§ Stored data entries:
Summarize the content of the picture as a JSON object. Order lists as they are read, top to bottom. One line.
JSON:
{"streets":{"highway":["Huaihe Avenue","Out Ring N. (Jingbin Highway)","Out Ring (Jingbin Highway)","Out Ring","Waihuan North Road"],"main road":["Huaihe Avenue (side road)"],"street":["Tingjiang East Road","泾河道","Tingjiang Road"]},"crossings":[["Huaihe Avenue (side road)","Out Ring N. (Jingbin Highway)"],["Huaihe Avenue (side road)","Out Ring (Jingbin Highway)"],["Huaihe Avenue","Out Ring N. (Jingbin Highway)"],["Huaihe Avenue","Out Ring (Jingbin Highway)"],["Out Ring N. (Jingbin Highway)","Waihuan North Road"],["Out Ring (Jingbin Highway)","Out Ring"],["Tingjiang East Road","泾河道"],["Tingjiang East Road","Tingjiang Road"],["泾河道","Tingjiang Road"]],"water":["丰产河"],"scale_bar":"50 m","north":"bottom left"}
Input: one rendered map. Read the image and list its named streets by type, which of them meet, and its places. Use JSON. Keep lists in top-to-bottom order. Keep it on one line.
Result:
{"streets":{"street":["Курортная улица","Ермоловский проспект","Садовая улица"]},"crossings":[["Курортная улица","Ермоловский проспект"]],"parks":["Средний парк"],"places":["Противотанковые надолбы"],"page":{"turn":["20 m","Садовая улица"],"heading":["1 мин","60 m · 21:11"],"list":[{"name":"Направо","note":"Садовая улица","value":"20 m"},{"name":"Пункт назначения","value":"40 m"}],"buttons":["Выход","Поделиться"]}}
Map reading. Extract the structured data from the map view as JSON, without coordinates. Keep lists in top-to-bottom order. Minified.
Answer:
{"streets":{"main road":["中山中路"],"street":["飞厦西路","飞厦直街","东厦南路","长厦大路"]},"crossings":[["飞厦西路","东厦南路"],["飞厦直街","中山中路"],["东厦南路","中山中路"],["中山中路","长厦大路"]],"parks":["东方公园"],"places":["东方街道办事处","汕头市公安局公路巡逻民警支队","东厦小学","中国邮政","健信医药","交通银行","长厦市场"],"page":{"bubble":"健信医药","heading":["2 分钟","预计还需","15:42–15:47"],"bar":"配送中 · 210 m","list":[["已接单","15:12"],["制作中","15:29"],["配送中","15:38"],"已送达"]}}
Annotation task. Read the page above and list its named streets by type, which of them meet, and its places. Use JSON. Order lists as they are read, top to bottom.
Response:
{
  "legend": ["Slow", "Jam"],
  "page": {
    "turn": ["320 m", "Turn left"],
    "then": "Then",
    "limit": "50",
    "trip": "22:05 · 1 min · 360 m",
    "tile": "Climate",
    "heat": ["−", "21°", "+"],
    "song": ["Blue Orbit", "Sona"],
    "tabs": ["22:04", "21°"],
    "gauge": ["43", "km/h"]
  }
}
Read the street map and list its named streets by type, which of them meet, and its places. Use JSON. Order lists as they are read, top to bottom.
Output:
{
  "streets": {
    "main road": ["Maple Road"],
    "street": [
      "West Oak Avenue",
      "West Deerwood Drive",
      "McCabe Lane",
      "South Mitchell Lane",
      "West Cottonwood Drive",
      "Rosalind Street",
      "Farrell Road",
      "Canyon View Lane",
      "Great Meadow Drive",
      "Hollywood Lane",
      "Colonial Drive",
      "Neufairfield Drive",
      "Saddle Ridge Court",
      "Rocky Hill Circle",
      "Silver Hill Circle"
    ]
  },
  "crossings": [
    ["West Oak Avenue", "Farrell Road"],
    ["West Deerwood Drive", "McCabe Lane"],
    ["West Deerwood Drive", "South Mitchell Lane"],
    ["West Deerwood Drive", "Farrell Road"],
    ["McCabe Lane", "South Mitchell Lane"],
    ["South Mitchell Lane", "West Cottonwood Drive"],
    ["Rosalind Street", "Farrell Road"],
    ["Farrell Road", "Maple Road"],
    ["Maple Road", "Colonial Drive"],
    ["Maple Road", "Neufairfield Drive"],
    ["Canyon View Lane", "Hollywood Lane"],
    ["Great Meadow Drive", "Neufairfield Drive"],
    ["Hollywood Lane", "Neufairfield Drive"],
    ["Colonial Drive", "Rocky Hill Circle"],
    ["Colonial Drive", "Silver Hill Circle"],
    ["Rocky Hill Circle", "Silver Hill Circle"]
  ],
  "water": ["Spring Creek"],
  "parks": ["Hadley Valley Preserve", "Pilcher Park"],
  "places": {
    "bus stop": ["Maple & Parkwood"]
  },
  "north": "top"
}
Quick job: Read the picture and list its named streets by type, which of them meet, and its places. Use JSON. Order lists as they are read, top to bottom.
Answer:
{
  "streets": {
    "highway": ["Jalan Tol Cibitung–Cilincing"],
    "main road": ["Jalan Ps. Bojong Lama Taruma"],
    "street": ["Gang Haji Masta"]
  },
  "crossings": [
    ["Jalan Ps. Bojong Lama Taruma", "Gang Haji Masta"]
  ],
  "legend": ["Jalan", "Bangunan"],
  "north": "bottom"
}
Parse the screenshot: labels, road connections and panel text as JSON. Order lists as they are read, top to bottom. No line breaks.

§ Task prompt:
Your answer should be a single number, which is the count of lines in the data above that include the word "picture".

§ Your solution:
2